**What you will do**
The required output is the line with "Map reading. Summarize" through the final line of the entries, each one exactly as it stands.

___ Provided data

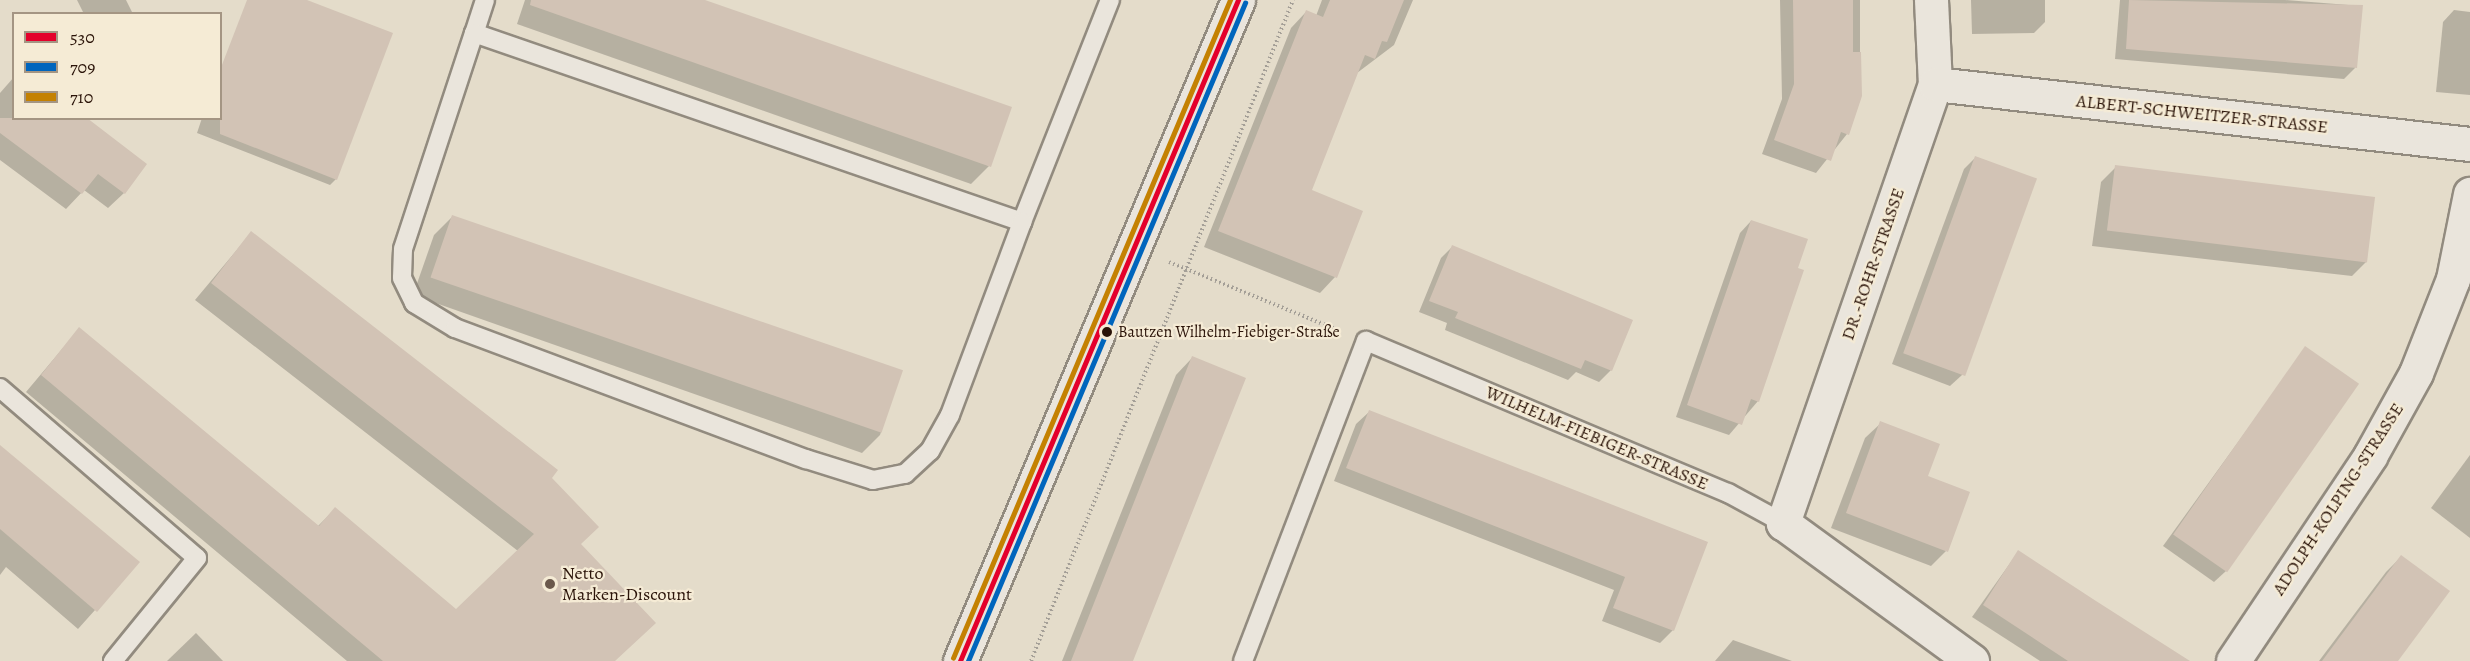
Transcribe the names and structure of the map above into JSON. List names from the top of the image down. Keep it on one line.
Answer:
{"streets":{"street":["ALBERT-SCHWEITZER-STRASSE","DR.-ROHR-STRASSE","WILHELM-FIEBIGER-STRASSE","ADOLPH-KOLPING-STRASSE"]},"crossings":[["ALBERT-SCHWEITZER-STRASSE","DR.-ROHR-STRASSE"],["DR.-ROHR-STRASSE","WILHELM-FIEBIGER-STRASSE"]],"places":["Bautzen Wilhelm-Fiebiger-Straße","Netto Marken-Discount"],"lines":["transit line 530","transit line 710","transit line 709"],"legend":["530","709","710"]}
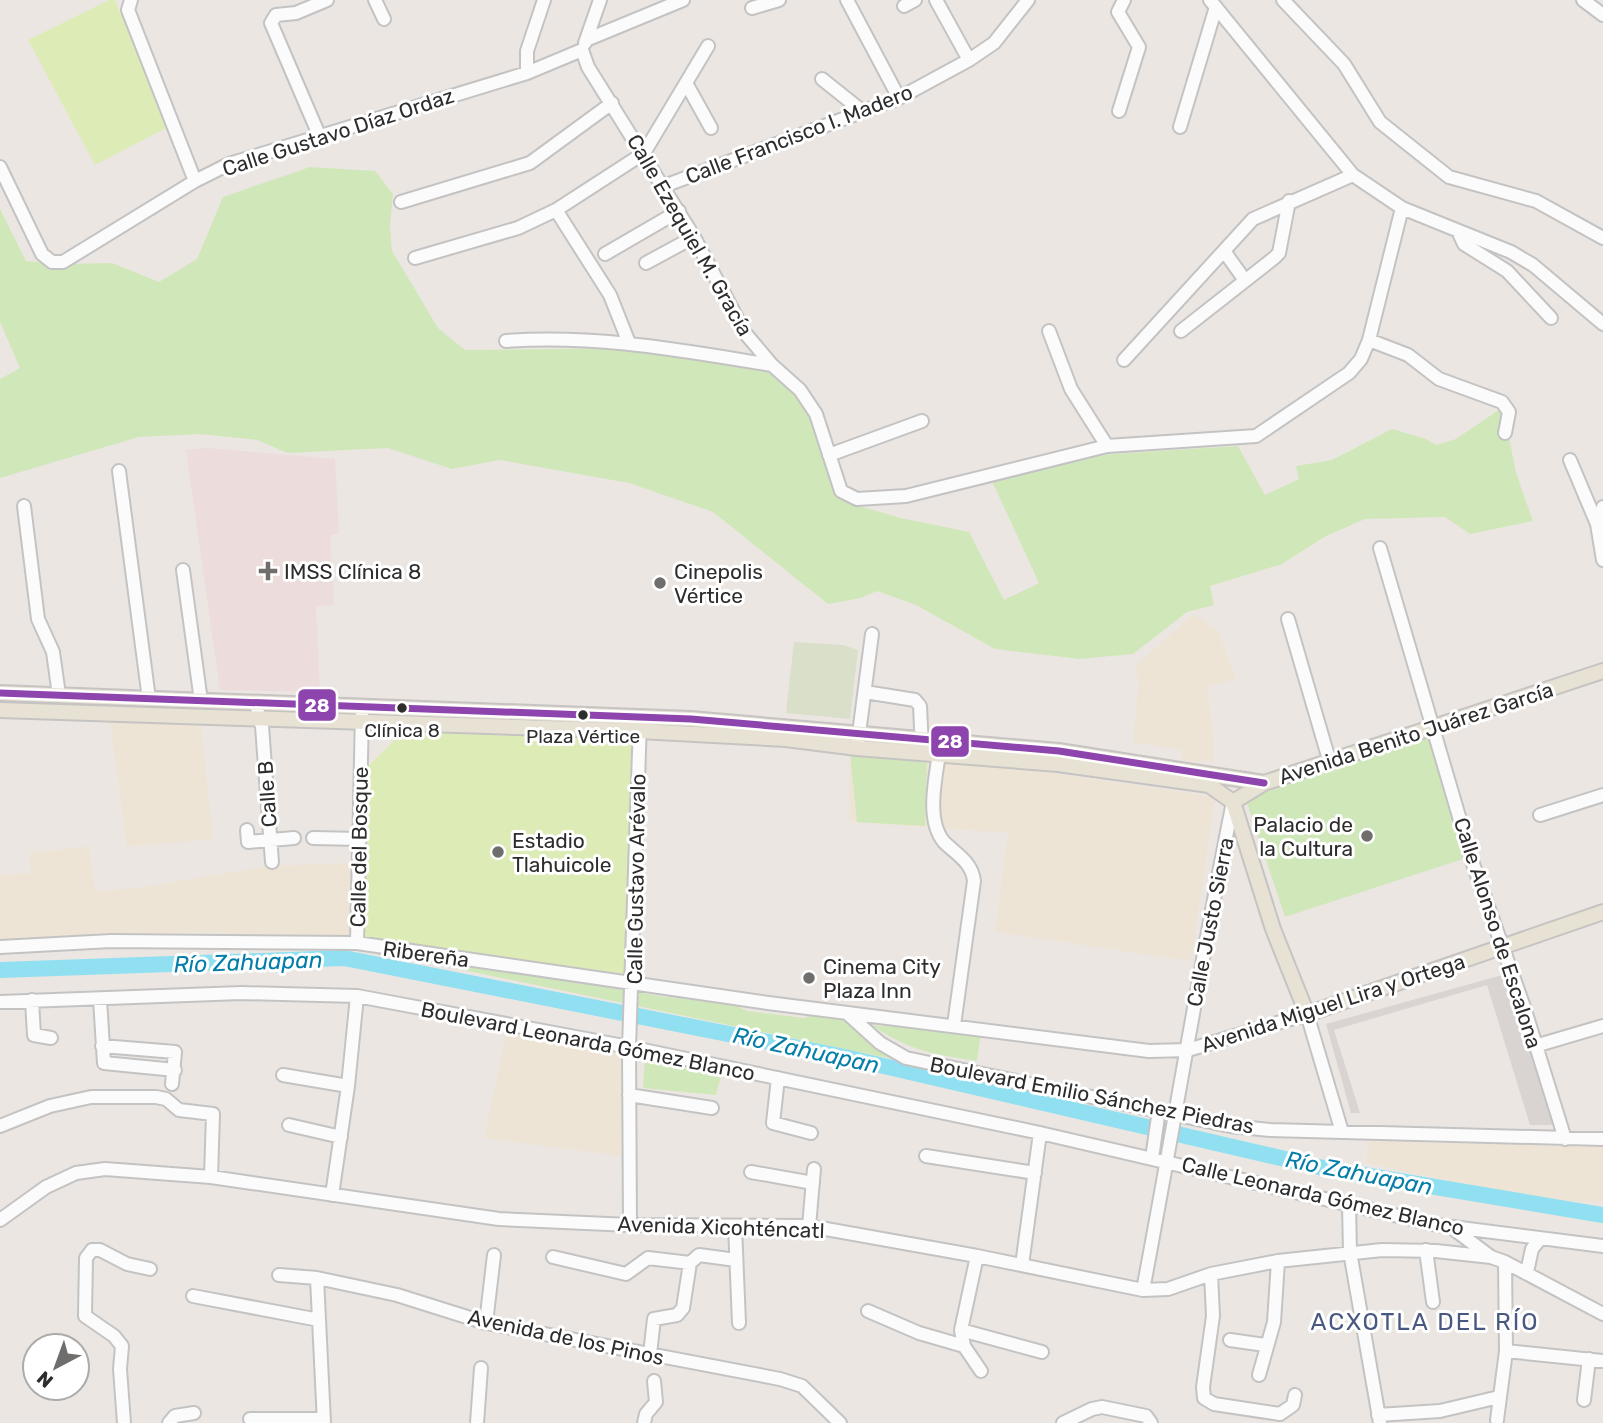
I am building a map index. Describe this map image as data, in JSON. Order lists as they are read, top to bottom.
{
  "streets": {
    "main road": ["Avenida Benito Juárez García", "Avenida Miguel Lira y Ortega"],
    "street": [
      "Calle Gustavo Díaz Ordaz",
      "Calle Francisco I. Madero",
      "Calle Ezequiel M. Gracía",
      "Calle B",
      "Calle del Bosque",
      "Calle Gustavo Arévalo",
      "Calle Justo Sierra",
      "Calle Alonso de Escalona",
      "Ribereña",
      "Boulevard Leonarda Gómez Blanco",
      "Boulevard Emilio Sánchez Piedras",
      "Calle Leonarda Gómez Blanco",
      "Avenida Xicohténcatl",
      "Avenida de los Pinos"
    ]
  },
  "crossings": [
    ["Calle Gustavo Díaz Ordaz", "Calle Ezequiel M. Gracía"],
    ["Calle Francisco I. Madero", "Calle Ezequiel M. Gracía"],
    ["Avenida Benito Juárez García", "Calle Justo Sierra"],
    ["Avenida Benito Juárez García", "Calle Alonso de Escalona"],
    ["Calle del Bosque", "Ribereña"],
    ["Calle Gustavo Arévalo", "Ribereña"],
    ["Calle Gustavo Arévalo", "Boulevard Leonarda Gómez Blanco"],
    ["Calle Gustavo Arévalo", "Avenida Xicohténcatl"],
    ["Calle Justo Sierra", "Avenida Miguel Lira y Ortega"],
    ["Calle Justo Sierra", "Boulevard Leonarda Gómez Blanco"],
    ["Calle Justo Sierra", "Boulevard Emilio Sánchez Piedras"],
    ["Calle Justo Sierra", "Calle Leonarda Gómez Blanco"],
    ["Calle Justo Sierra", "Avenida Xicohténcatl"],
    ["Calle Alonso de Escalona", "Avenida Miguel Lira y Ortega"],
    ["Calle Alonso de Escalona", "Boulevard Emilio Sánchez Piedras"],
    ["Ribereña", "Avenida Miguel Lira y Ortega"],
    ["Ribereña", "Boulevard Emilio Sánchez Piedras"],
    ["Avenida Miguel Lira y Ortega", "Boulevard Emilio Sánchez Piedras"],
    ["Boulevard Leonarda Gómez Blanco", "Calle Leonarda Gómez Blanco"]
  ],
  "districts": ["ACXOTLA DEL RÍO"],
  "water": ["Río Zahuapan"],
  "places": {
    "health": ["IMSS Clínica 8"],
    "other": [
      "Cinepolis Vértice",
      "Clínica 8",
      "Plaza Vértice",
      "Palacio de la Cultura",
      "Estadio Tlahuicole",
      "Cinema City Plaza Inn"
    ]
  },
  "lines": ["transit line 28"],
  "north": "bottom left"
}
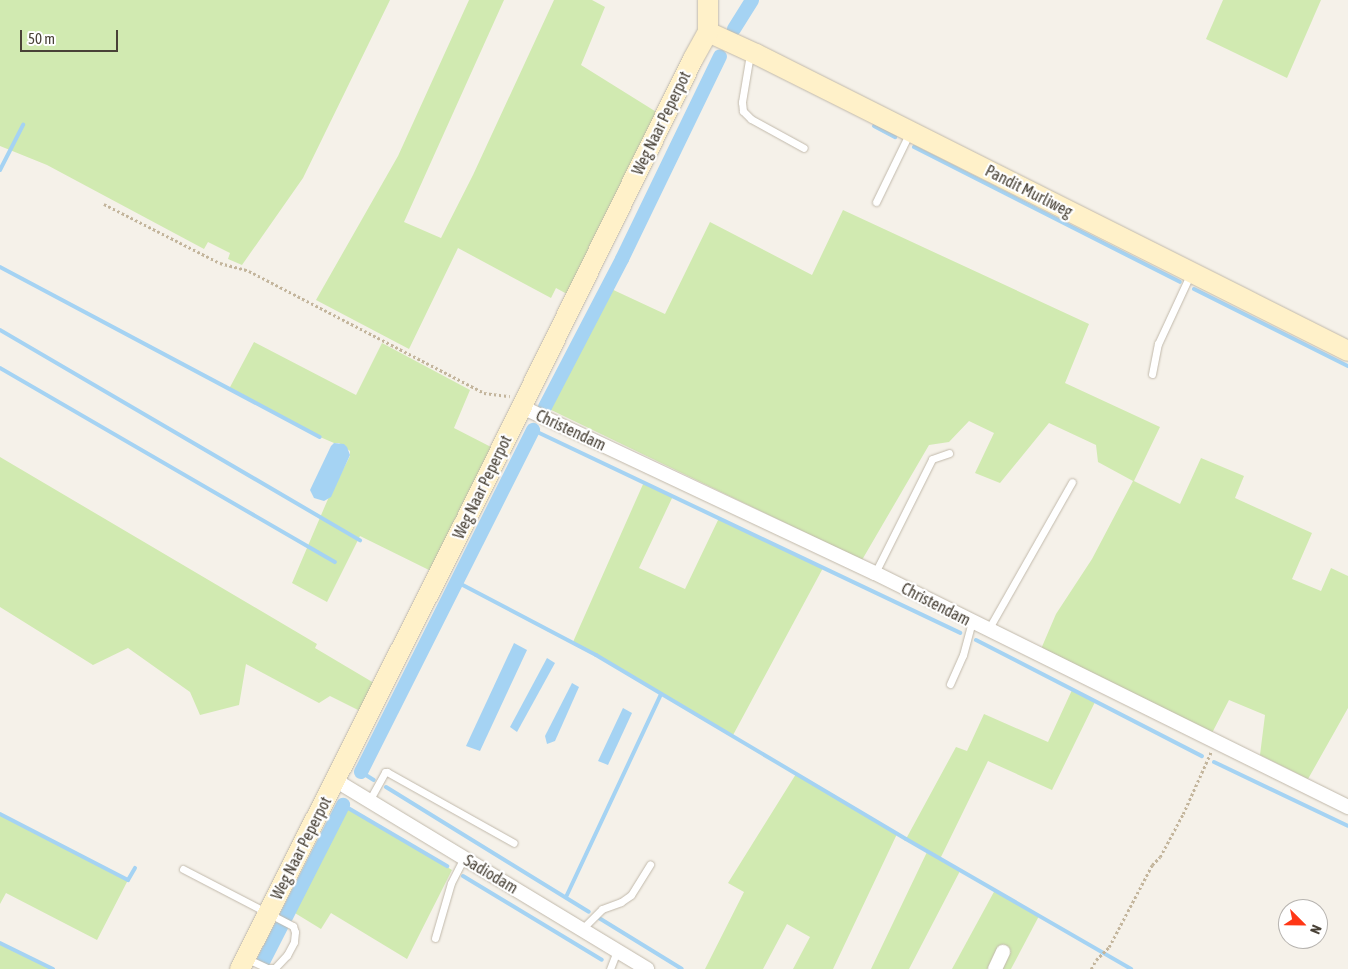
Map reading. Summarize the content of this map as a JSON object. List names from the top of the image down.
{
  "streets": {
    "street": [
      "Weg Naar Peperpot",
      "Pandit Murliweg",
      "Christendam",
      "Sadiodam"
    ]
  },
  "crossings": [
    ["Weg Naar Peperpot", "Pandit Murliweg"],
    ["Weg Naar Peperpot", "Christendam"],
    ["Weg Naar Peperpot", "Sadiodam"]
  ],
  "scale_bar": "50 m",
  "north": "bottom right"
}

______

**Solution to the exercise**
Map reading. Summarize the content of this map as a JSON object. List names from the top of the image down.
{
  "streets": {
    "street": [
      "Weg Naar Peperpot",
      "Pandit Murliweg",
      "Christendam",
      "Sadiodam"
    ]
  },
  "crossings": [
    ["Weg Naar Peperpot", "Pandit Murliweg"],
    ["Weg Naar Peperpot", "Christendam"],
    ["Weg Naar Peperpot", "Sadiodam"]
  ],
  "scale_bar": "50 m",
  "north": "bottom right"
}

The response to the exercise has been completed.